Exercise materials —
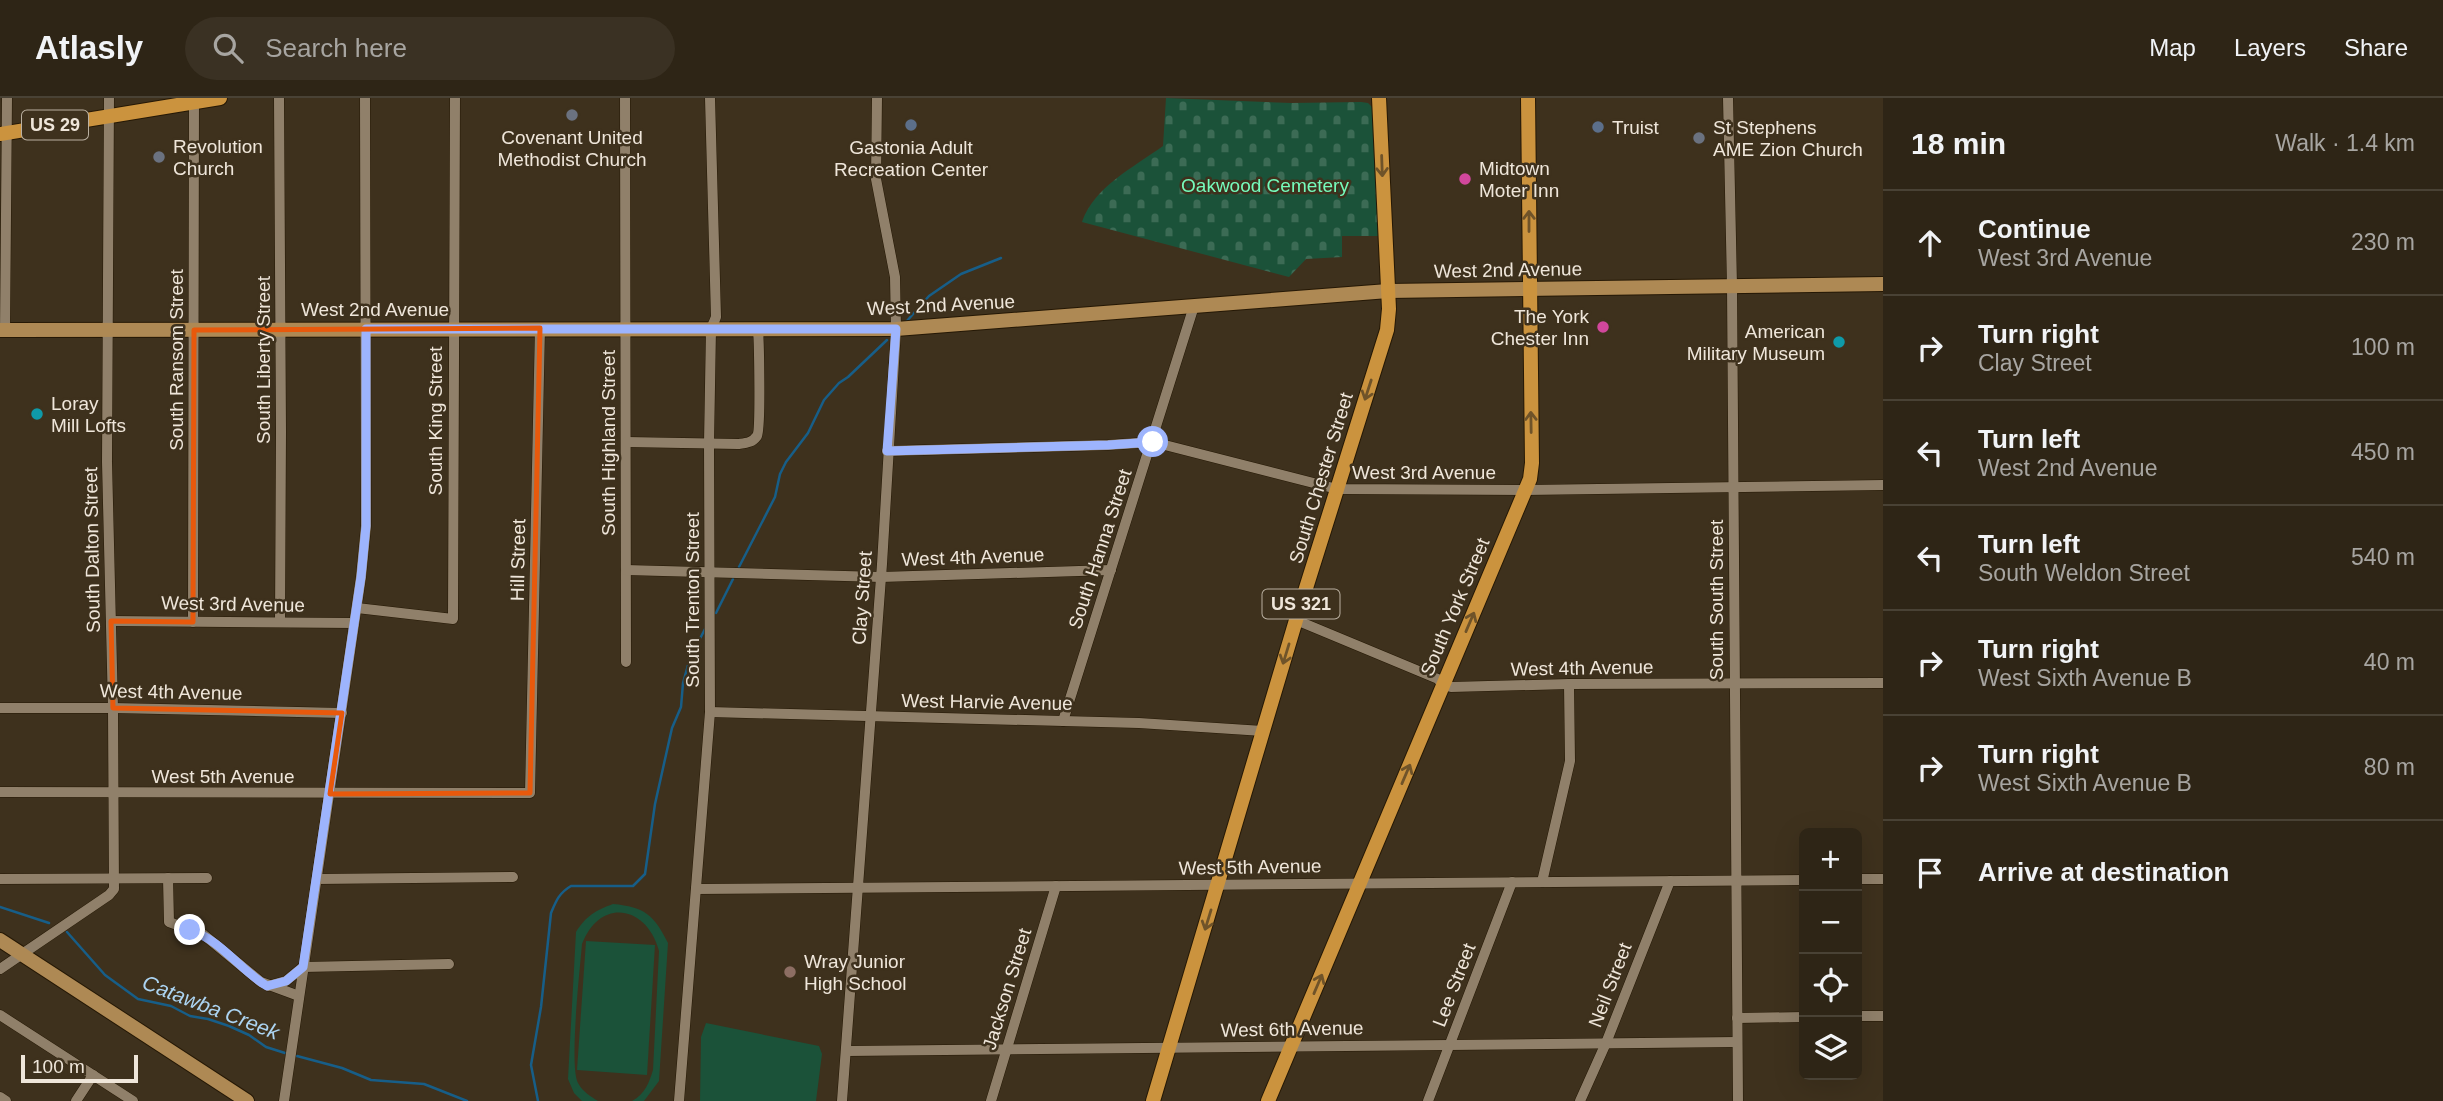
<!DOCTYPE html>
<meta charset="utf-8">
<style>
body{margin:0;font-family:Arial,sans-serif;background:#3a3123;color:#f1f3f6}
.controls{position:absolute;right:21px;bottom:21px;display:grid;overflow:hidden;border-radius:10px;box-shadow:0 7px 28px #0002}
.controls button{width:63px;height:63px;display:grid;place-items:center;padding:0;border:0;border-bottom:2px solid #494235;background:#2e2516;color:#f1f3f6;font:35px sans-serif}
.scale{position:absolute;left:21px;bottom:18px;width:117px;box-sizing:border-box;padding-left:7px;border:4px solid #efe6da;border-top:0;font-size:19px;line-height:24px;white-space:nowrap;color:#efe6da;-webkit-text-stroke:5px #3e311d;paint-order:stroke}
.stop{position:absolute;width:21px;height:21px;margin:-16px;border:5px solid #9db4fd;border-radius:50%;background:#fff}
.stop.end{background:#9db4fd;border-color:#fff;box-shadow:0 2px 7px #0008}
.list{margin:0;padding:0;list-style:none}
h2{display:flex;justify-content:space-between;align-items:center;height:91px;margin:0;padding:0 28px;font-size:30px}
h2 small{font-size:23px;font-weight:400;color:#a7a5a1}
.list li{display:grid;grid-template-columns:46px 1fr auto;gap:21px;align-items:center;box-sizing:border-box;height:105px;padding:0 28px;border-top:2px solid #494235}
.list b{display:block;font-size:26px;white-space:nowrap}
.list p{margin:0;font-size:23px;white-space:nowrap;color:#a7a5a1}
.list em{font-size:23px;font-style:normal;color:#a7a5a1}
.icon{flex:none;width:38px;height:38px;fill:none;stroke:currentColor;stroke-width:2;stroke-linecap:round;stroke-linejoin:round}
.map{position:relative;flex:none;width:1883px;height:1003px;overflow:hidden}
header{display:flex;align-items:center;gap:42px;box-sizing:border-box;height:98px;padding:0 35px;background:#2e2516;border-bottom:2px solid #494235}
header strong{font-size:33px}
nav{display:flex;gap:38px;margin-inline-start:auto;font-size:24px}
.search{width:490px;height:63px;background:#3a3123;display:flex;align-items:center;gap:18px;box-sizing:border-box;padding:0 24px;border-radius:38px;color:#a7a5a1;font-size:26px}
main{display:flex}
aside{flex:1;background:#2e2516}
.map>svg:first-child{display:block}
.grass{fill:#1b5239}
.cemetery{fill:url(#cemetery-stones)}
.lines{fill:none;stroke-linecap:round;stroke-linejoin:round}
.stream{stroke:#175e88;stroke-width:2.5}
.street-casing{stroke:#251805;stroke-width:11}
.secondary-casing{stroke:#251805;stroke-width:16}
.primary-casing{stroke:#251805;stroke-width:16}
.street{stroke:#90806a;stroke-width:10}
.secondary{stroke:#ae8954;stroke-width:14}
.primary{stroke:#cb933e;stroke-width:14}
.oneway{stroke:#6f5329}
.route{stroke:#9db4fd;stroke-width:9}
.marked{fill:none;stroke:#e8590c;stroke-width:5;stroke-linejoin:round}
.worship-dot{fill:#6b7280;stroke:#3e311d;stroke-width:2.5}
.service-dot{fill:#5c6f8a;stroke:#3e311d;stroke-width:2.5}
.hotel-dot{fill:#d1479c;stroke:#3e311d;stroke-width:2.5}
.culture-dot{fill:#0f9aa8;stroke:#3e311d;stroke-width:2.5}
.education-dot{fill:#8d6e63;stroke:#3e311d;stroke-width:2.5}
.labels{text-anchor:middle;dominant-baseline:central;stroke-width:5;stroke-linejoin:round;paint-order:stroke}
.shield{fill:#3e311d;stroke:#bab0a1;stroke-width:2}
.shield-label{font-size:18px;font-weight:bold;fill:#efe6da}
.poi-label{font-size:19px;fill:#efe6da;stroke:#3e311d;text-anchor:start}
.park-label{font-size:19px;fill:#75fbbc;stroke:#3e311d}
.street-label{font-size:19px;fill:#efe6da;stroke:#3e311d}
.water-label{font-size:21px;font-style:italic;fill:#acd4f2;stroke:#3e311d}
</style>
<header>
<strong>Atlasly</strong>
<div class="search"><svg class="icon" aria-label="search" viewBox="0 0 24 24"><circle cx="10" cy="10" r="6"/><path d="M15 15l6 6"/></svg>Search here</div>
<nav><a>Map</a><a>Layers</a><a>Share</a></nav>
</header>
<main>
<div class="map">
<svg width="1883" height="1003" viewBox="0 0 1883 1003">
<defs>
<pattern id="cemetery-stones" width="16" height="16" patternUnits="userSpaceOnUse" patternTransform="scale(1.75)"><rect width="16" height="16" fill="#1b5239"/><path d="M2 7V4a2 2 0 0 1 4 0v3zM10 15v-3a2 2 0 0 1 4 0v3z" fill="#3c6b55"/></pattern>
</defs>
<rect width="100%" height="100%" fill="#3e311d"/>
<g class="grass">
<path d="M 613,806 C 645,809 654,817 668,845 L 659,983 L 644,1003 L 632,1003 C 645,996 649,985 653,972 L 659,853 C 647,807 600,799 582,846 C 580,871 569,968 578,985 C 583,994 590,998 598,1003 L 582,1003 L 574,995 L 568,981 L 576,834 C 586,818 596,812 613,806 Z"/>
<polygon points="586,843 655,847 647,977 577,972"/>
<polygon points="706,925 819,948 822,956 816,1003 700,1003 701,939"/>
</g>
<path class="cemetery" d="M 1166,0 L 1291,5 L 1361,4 L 1368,5 L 1372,9 L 1379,138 L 1342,138 L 1342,159 L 1306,161 L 1289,179 L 1082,124 C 1094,89 1134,69 1163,48 Z"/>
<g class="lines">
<g class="stream">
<polyline points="906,224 929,198 961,176 1001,160"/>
<polyline points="739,469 775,399 780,376 786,364 808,335 824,302 839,285 848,279 887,242"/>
<polyline points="716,515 733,481"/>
<polyline points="0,809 49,825"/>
<polyline points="67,834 105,877 138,901 171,908 190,918 208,921 229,928 249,937 266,949 285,955"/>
<polyline points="297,958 342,970 371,982 424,986 467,1003"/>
<path d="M 538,1003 L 531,967 L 541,909 L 551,815 C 556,803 559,795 571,788 L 633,788 L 645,776 L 655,706 L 672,630 L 681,609 L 683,585 L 690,560 L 705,531"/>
</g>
<defs>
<g id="street">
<polyline points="279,0 281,334 280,524"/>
<polyline points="625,0 626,564"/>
<polyline points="1728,0 1732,188 1738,1003"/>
<polyline points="5,232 7,0"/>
<path d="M 627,344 L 738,346 C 746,345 752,345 757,338 C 761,332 759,245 758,231"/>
<polyline points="887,353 1108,347 1153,344 1337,391 1526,392 1883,387"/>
<polyline points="626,472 881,479 1111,472"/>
<polyline points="357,510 453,521 455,0"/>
<polyline points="1296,522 1438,581 1443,587 1451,589 1569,586 1883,585"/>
<polyline points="111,523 354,525"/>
<polyline points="193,524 194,1"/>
<polyline points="0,610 113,610 342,615"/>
<polyline points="710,614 1139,625 1263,633"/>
<polyline points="1063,623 1194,208"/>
<polyline points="0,694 530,695 540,230"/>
<polyline points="168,780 169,824 204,837 261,884 299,898"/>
<polyline points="0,781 207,780"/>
<polyline points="317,781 513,779"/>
<polyline points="1857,781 1883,781"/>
<polyline points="1542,784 1570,663 1569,586"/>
<polyline points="696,791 1804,782"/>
<polyline points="0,871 109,797 114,791 113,610 107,364 109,0"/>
<polyline points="268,888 286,883 303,869 449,866"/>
<polyline points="0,917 133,1003"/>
<polyline points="1857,918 1883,918"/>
<polyline points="1737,920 1804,919"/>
<polyline points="847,953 1737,944"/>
<polyline points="0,999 6,1003"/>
<polyline points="76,1003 93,977"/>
<polyline points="284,1003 361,479 366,428 365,0"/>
<polyline points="679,1003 710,614 709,345 711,231 716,219 710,0"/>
<polyline points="842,1003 882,466 896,231 895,179 876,81 877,0"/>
<polyline points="991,1003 1056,788"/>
<polyline points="1428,1003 1512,784"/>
<polyline points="1580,1003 1606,945 1670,783"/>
</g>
<g id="secondary">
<polyline points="0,232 896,231 1388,193 1883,186"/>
<polyline points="0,842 247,1003"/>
</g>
<g id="primary">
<polyline points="0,36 220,0"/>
<polyline points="1153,1003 1296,522 1387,232 1389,211 1379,0"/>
<polyline points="1268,1003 1530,381 1532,365 1528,0"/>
</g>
</defs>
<use href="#street" class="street-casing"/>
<use href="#secondary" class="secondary-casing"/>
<use href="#primary" class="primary-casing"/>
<use href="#street" class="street"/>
<use href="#secondary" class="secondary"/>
<use href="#primary" class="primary"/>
</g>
<defs><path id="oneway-shaft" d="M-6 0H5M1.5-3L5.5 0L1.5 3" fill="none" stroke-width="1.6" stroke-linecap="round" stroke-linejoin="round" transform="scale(1.75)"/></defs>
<g class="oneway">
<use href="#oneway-shaft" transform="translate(1382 68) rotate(88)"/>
<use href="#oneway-shaft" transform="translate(1529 123) rotate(-90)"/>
<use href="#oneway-shaft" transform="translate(1368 292) rotate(108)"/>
<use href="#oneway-shaft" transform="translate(1531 324) rotate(-91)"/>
<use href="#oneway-shaft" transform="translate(1470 524) rotate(-67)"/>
<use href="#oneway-shaft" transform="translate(1286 556) rotate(107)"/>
<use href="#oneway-shaft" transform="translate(1406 676) rotate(-67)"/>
<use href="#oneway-shaft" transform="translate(1208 822) rotate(107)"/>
<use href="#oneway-shaft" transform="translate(1318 886) rotate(-67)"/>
</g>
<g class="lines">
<path class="route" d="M 190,832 C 221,842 240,872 267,888 L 286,883 L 303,869 L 361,479 L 366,428 L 366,231 L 896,231 L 887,353 L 1108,347 L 1153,344"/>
</g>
<path class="marked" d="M 540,230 L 530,695 L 330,696 L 342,615 L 113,610 L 111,523 L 193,524 L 194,232 Z"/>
<g class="worship-dot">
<circle cx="572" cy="17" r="7"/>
<circle cx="1699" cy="40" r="7"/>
<circle cx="159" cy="59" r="7"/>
</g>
<g class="service-dot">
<circle cx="911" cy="27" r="7"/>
<circle cx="1598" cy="29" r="7"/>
</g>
<g class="hotel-dot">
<circle cx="1465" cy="81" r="7"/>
<circle cx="1603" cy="229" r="7"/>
</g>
<g class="culture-dot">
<circle cx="1839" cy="244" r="7"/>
<circle cx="37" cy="316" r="7"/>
</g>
<circle class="education-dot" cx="790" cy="874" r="7"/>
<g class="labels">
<g class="shield">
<rect x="22" y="12.5" width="66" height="29" rx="5"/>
<rect x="1262.5" y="491.5" width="77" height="29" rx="5"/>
</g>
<g class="shield-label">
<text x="55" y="27">US 29</text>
<text x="1301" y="506">US 321</text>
</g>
<g class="poi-label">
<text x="1612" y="29">Truist</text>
<text x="1713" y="29">St Stephens<tspan x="1713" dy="22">AME Zion Church</tspan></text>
<text x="572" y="39" text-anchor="middle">Covenant United<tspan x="572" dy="22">Methodist Church</tspan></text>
<text x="173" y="48">Revolution<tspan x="173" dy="22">Church</tspan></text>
<text x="911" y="49" text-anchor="middle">Gastonia Adult<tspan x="911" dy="22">Recreation Center</tspan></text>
<text x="1479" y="70">Midtown<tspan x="1479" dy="22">Moter Inn</tspan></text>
<text x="1589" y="218" text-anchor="end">The York<tspan x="1589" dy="22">Chester Inn</tspan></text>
<text x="1825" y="233" text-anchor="end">American<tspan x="1825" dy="22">Military Museum</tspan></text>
<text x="51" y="305">Loray<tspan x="51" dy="22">Mill Lofts</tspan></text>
<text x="804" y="863">Wray Junior<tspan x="804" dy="22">High School</tspan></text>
</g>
<g class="park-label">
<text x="1265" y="87">Oakwood Cemetery</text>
</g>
<g class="street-label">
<text transform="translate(1508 172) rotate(-1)">West 2nd Avenue</text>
<text transform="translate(941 207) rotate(-3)">West 2nd Avenue</text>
<text x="375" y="211">West 2nd Avenue</text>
<text transform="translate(176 262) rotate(-90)">South Ransom Street</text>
<text transform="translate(263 262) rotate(-90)">South Liberty Street</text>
<text transform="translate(435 323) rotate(-90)">South King Street</text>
<text transform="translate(608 345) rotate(-90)">South Highland Street</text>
<text x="1424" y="374">West 3rd Avenue</text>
<text transform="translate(1321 380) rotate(-73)">South Chester Street</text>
<text transform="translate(1100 451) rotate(-72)">South Hanna Street</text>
<text transform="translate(92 452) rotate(-91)">South Dalton Street</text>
<text transform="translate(973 459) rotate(-2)">West 4th Avenue</text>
<text transform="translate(518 462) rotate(-89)">Hill Street</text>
<text transform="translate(862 500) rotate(-86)">Clay Street</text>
<text transform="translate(692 502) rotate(-90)">South Trenton Street</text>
<text transform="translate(1716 502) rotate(-90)">South South Street</text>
<text transform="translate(233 506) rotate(1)">West 3rd Avenue</text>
<text transform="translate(1455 509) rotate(-67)">South York Street</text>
<text transform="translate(1582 570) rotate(-1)">West 4th Avenue</text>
<text transform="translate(171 594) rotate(1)">West 4th Avenue</text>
<text transform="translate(987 604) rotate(1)">West Harvie Avenue</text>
<text x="223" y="678">West 5th Avenue</text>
<text transform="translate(1250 769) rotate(-1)">West 5th Avenue</text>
<text transform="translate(1454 887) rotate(-69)">Lee Street</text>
<text transform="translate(1610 887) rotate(-69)">Neil Street</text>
<text transform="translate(1007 891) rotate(-73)">Jackson Street</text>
<text transform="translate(1292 931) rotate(-1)">West 6th Avenue</text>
</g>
<g class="water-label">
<text transform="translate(211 909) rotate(21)">Catawba Creek</text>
</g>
</g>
</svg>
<div class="controls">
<button>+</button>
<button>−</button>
<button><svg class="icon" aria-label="locate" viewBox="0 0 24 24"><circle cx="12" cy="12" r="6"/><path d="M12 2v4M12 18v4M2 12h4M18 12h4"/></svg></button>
<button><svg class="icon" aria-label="layers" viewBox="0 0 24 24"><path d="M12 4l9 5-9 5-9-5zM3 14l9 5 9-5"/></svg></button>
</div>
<div class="scale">100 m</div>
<div class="stop" style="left:1153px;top:344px"></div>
<div class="stop end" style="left:190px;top:832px"></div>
</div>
<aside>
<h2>18 min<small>Walk · 1.4 km</small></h2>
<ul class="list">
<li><svg class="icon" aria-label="ahead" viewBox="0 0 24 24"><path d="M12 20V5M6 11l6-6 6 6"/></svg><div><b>Continue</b><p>West 3rd Avenue</p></div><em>230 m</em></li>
<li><svg class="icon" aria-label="right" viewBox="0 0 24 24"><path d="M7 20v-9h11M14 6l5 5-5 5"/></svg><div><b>Turn right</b><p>Clay Street</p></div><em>100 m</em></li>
<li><svg class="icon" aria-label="left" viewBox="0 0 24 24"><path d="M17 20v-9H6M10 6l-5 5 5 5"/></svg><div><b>Turn left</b><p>West 2nd Avenue</p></div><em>450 m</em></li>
<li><svg class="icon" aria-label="left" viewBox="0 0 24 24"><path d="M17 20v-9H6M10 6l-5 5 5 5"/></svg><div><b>Turn left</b><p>South Weldon Street</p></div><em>540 m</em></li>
<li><svg class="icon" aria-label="right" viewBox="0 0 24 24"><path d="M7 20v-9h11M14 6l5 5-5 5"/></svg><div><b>Turn right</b><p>West Sixth Avenue B</p></div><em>40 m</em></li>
<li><svg class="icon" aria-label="right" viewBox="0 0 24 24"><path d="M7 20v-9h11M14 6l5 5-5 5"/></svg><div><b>Turn right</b><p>West Sixth Avenue B</p></div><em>80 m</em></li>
<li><svg class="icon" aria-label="arrive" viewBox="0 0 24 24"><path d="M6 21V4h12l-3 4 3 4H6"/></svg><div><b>Arrive at destination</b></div></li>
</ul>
</aside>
</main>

Work to be completed — Go through the records line by line, and copy each line that holds the string "shadow".

Your solution —
.controls{position:absolute;right:21px;bottom:21px;display:grid;overflow:hidden;border-radius:10px;box-shadow:0 7px 28px #0002}
.stop.end{background:#9db4fd;border-color:#fff;box-shadow:0 2px 7px #0008}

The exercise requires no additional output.